Wednesday, September 21, 2011

My God, My God, why have I forsaken YOU?

reading Proverbs 1 and 2 is so humbling.  Not listening to Wisdom call out can be detrimental.  I am at a crossroads in my life, or at least one is approaching very soon, and I don't know if it is a commit problem, or I am just terrible at making decisions, but I am on a roller coaster of peace and anxiety.  I need to figure out which nursing school I should go to, or if I should go to nursing school.  I have to trust.

 I read today how we are never happy with how God is in control.  Sometimes we want Him to completely do everything for us, and sometimes we want Him to just step aside.  Overall I have to trust that there is a plan, and even though I don't know it, I can still be used as long as there is no sin in my life.

 Mrs.
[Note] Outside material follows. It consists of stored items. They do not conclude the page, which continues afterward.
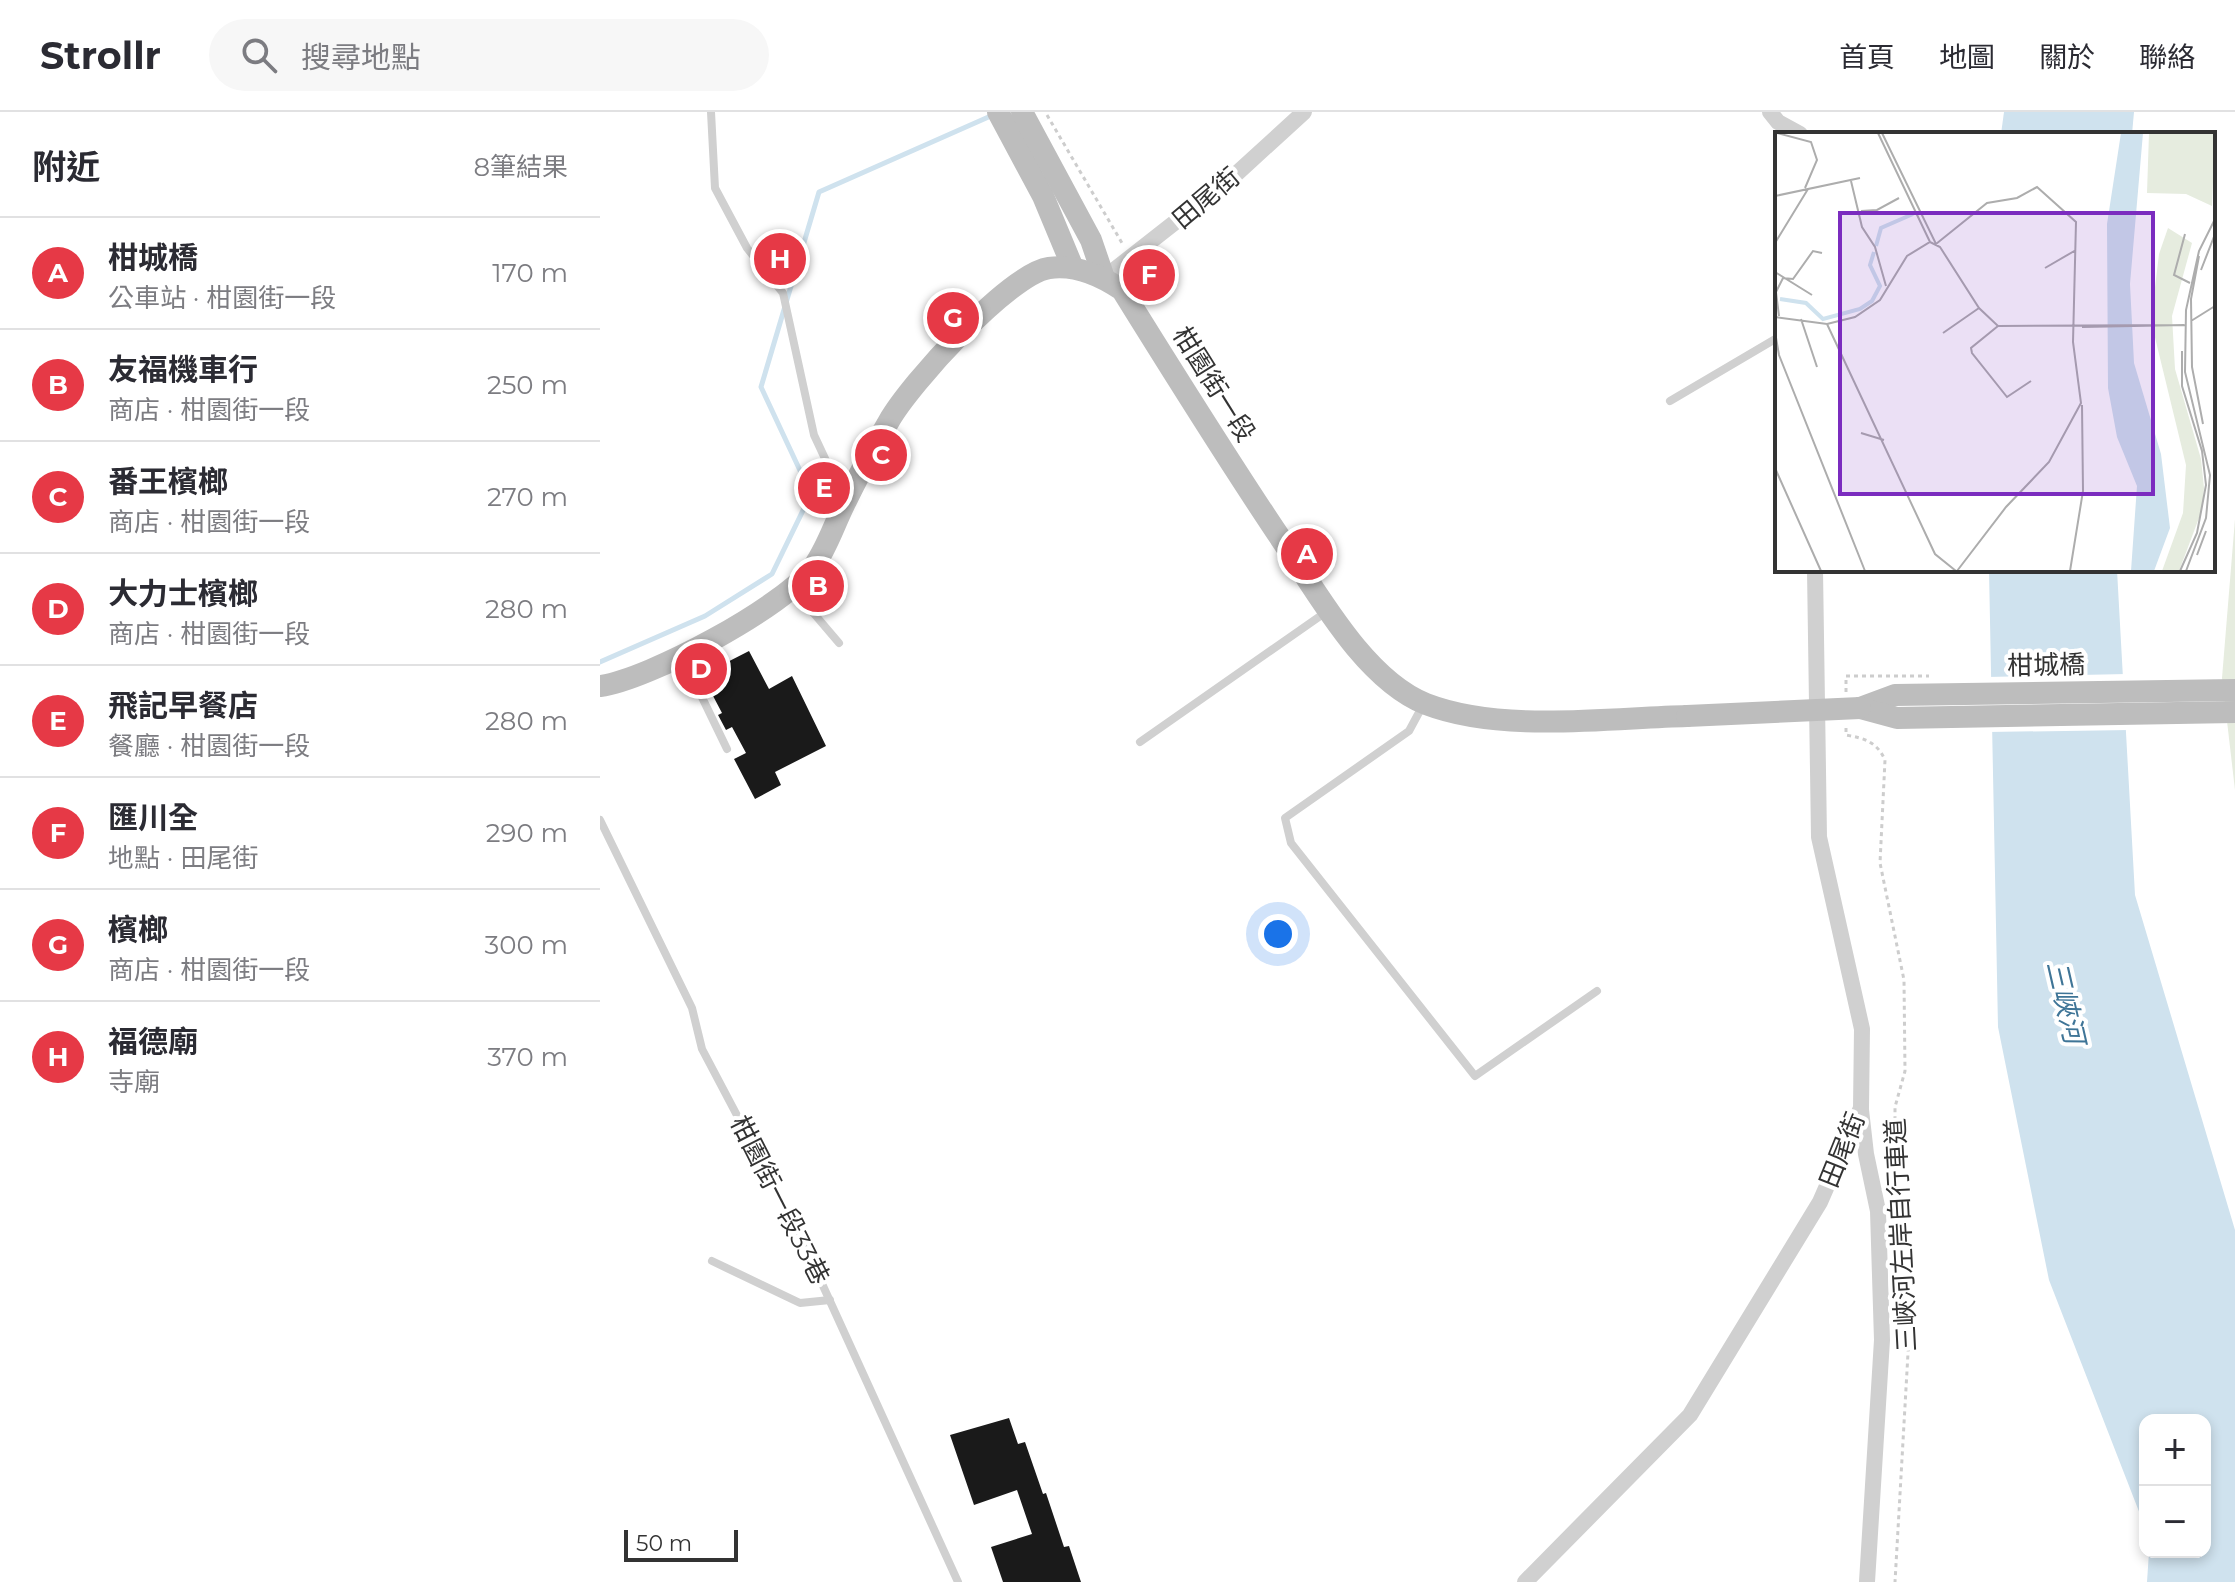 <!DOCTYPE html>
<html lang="zh-TW">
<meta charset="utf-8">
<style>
body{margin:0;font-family:Montserrat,"Noto Sans TC",sans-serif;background:#f7f7f7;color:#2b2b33}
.controls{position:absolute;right:24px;bottom:24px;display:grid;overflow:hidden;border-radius:16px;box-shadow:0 4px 12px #0003}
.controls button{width:72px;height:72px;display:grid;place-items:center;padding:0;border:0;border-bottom:2px solid #e1e1e2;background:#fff;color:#2b2b33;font:40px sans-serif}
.scale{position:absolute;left:24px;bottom:20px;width:114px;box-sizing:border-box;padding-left:8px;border:4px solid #333;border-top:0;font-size:22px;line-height:28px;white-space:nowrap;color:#333;-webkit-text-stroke:6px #fff;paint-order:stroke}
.you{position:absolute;left:678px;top:822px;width:28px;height:28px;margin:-20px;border:6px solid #fff;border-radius:50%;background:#1a73e8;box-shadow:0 0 0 12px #1a73e833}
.badge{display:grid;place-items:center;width:52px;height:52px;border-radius:50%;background:#e63946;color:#fff;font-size:26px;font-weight:700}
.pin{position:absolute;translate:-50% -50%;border:4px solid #fff;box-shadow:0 2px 8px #0006}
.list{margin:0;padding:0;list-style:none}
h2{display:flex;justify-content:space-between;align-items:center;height:104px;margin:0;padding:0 32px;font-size:34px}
h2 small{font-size:26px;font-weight:400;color:#7c7c81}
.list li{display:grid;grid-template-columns:52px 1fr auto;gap:24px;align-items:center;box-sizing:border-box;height:112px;padding:0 32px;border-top:2px solid #e1e1e2}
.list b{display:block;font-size:30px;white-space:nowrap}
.list p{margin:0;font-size:26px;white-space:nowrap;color:#7c7c81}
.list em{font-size:26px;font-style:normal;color:#7c7c81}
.icon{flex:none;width:44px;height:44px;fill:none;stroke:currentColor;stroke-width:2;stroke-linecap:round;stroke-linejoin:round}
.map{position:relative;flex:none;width:1635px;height:1470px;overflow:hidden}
header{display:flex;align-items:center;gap:48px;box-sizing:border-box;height:112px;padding:0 40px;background:#fff;border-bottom:2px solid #e1e1e2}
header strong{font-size:38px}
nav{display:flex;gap:44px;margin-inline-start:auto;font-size:28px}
.search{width:560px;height:72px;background:#f7f7f7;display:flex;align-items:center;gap:20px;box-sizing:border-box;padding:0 28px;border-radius:44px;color:#7c7c81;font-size:30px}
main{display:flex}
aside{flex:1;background:#fff}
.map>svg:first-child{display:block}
.green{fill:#e6ecdf}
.water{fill:#cfe2ee}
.pier{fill:#fff}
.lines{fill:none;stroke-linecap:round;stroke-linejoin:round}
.stream{stroke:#cfe2ee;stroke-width:5}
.building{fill:#1a1a1a}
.path{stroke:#cdcdcd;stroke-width:3;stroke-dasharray:4 4;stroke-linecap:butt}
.lane{stroke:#d0d0d0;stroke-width:8}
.street{stroke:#d0d0d0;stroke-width:16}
.secondary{stroke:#bdbdbd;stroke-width:22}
.secondary-bridge{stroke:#bdbdbd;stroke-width:22}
.labels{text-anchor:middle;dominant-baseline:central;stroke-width:8;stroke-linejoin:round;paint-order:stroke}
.street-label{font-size:26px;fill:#333;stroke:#fff}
.water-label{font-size:28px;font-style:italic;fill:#3f7597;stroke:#fff}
.inset-river{fill:none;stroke:#cfe2ee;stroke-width:4}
.inset-road{fill:none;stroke:#adadad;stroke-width:2}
.view{fill:#7b2cbf;fill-opacity:0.15;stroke:#7b2cbf;stroke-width:4}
.inset-edge{fill:none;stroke:#333;stroke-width:4}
</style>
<header>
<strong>Strollr</strong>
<div class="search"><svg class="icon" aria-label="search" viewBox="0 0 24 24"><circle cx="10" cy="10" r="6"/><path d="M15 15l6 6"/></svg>搜尋地點</div>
<nav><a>首頁</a><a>地圖</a><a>關於</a><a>聯絡</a></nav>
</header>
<main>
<aside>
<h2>附近<small>8筆結果</small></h2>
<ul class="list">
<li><span class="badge">A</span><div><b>柑城橋</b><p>公車站 · 柑園街一段</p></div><em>170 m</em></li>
<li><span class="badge">B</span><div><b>友福機車行</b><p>商店 · 柑園街一段</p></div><em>250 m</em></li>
<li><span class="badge">C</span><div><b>番王檳榔</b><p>商店 · 柑園街一段</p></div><em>270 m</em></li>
<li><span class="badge">D</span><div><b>大力士檳榔</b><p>商店 · 柑園街一段</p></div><em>280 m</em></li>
<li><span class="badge">E</span><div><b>飛記早餐店</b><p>餐廳 · 柑園街一段</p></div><em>280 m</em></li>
<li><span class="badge">F</span><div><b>匯川全</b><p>地點 · 田尾街</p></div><em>290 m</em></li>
<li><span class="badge">G</span><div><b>檳榔</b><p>商店 · 柑園街一段</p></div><em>300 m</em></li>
<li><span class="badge">H</span><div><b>福德廟</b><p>寺廟</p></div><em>370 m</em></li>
</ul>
</aside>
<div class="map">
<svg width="1635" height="1470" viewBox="0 0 1635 1470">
<rect width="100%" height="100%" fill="#fff"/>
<!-- green -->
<path class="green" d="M1635,407V678L1622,566Z"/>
<!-- water -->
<g class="water">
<path d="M1404,0H1534L1532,22H1401Z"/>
<path d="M1389,458H1517L1535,783L1635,1118V1470H1547L1549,1440H1605V1308H1545V1415L1449,1168L1398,915Z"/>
</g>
<!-- pier -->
<path class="pier" d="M1527,562L1530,618L1388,620L1387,565Z"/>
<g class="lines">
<!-- stream -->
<path class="stream" d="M0,550L105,504L172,462L211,382L161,275L219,80L393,3"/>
</g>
<!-- building -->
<g class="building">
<path d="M553,141L561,154L554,158L565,176L550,186L539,167L540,159L546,156L543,150Z"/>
<path d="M149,539L169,577L192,564L226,634L175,660L181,673L155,687L134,647L146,641L132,615L126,618L118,603L122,601L102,563Z"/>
<path d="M409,1306L418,1332L425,1330L443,1382L446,1381L464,1435L469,1434L481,1470H403L391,1435L432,1422L417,1378L374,1393L350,1323Z"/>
</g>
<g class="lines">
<!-- path -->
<g class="path">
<path d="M447,3L522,131"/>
<path d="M1246,580V564H1329"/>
<path d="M1246,616V623C1264,626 1277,630 1285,648L1280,751L1304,868L1305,959L1295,995V1058L1310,1206L1295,1470"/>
</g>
<!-- lane -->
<g class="lane">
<path d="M111,0L115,76L147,136L183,181L214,323L243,385"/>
<path d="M1070,289L1177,226"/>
<path d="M193,477L239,531"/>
<path d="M82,544L127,637"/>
<path d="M823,593L809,619L685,706L691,731L875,964L997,879"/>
<path d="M540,630L726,500"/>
<path d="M0,708L92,896L102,937L198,1119L358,1470"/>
<path d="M112,1149L200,1191L230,1188"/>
</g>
<!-- street -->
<g class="street">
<path d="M1170,0L1178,10L1200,22"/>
<path d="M504,166L634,64L704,0"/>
<path d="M1261,998L1266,1042L1278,1099L1282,1228L1267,1470"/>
<path d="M925,1470L1090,1303L1220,1090L1261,996L1262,917L1219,725L1215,458"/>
</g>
<!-- secondary -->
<g class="secondary">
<path d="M398,0L443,84L473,156"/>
<path d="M422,0L491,128L504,166"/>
<path d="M0,574C48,568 186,494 214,454C228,434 235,410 246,389C259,362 274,335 289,309C310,272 409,162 449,156C476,152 500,163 522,178C575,263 627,347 683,430C718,482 765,568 826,592C901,621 1008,606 1087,604"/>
<path d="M1260,596L1295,583L1635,578"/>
<path d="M1260,596L1297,606L1635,600"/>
</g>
<!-- secondary-bridge -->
<path class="secondary-bridge" d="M1087,604L1260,596"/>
</g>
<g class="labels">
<!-- street labels -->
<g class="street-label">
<text transform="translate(606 86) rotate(-40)">田尾街</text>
<text transform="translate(614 272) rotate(58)">柑園街一段</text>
<text transform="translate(1446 553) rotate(-1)">柑城橋</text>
<text transform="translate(1242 1038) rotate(-68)">田尾街</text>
<text transform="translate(180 1088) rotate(63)">柑園街一段33巷</text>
<text transform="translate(1301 1123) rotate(-93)">三峽河左岸自行車道</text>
</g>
<!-- water labels -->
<g class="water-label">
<text transform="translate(1466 890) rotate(77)">三峽河</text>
</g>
</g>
<!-- overview -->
<g transform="translate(1175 20)">
<rect width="440" height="440" fill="#fff"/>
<path d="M374,1H440L437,74L411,62L372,61ZM393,96L417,111L397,184L400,237L426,327L429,356L427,378L404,439H387L408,381L411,333L376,189L384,122Z" fill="#e6ecdf"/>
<path d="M346,1H368L355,152L359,231L386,322L395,396L379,439H356L362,354L342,305L333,256L332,92Z" fill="#cfe2ee"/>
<path class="inset-river" d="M101,114L106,96L138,82M5,167L31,171L48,187L85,177L97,169L105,154L95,133L99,120"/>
<path class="inset-road" d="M2,1L36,10L42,28L30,56M103,1L155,110M107,1L161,112L212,71L242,66L262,55L301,90L298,210L306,271L274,330L231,375L182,439M76,49L87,95L100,115L111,154M0,64L85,46M86,79L102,78L124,66M410,102L399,143L415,151M0,111L33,57M424,124L416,167L417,235L428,292M270,136L301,118M426,138L440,102M0,140L37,163M4,184L1,160L8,146L18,147L38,119L47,121M0,185L52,192L80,185L105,168L132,124L155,110L165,115L204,176L223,194L410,193M26,187L42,235M416,189L440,174M52,192L160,422L181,439M223,194L196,216L197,221L232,265L256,249M307,195L409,193M0,200L4,223L90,439M168,201L204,176M86,301L109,308M0,336L46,439M422,423L431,399M295,439L308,359L307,273M405,439L422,401L431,353L427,319L407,254V219M411,439L431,386L435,343L410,240L411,178L424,119L440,87"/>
<path class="view" d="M65,81H378V362H65Z"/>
<rect width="440" height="440" class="inset-edge"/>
</g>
</svg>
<div class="controls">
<button>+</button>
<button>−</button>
</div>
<div class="scale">50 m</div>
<div class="you"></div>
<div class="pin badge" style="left:707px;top:442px">A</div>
<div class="pin badge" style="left:218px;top:474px">B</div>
<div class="pin badge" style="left:281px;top:343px">C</div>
<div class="pin badge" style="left:101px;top:557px">D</div>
<div class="pin badge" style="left:224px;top:376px">E</div>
<div class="pin badge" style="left:549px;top:163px">F</div>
<div class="pin badge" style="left:353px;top:206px">G</div>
<div class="pin badge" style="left:180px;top:147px">H</div>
</div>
</main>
Mickbben, the mother of the family I am living with this semester was telling me about the verse in Psalms that talks about His word being a lamp unto my feet.  Well she explained that the lamp back then is nothing like what we have today, no headlights or LED flashlights.  It was just enough light to take one step, then just enough light to take another step.  I can't get stuck in feeling like, maybe I missed something, or what if I ruin my life.  These are silly when you consider our Maker.

My favorite picture is of a parent pushing a kid in a toy car, the kid can try to steer, but ultimately, the parent is deciding the direction the toy car goes.  The face the kid makes when they try to make a sharp right turn but can't is the face my heart makes.  But what the kid (and myself) don't notice is the wall that the car would have hit taking that right turn.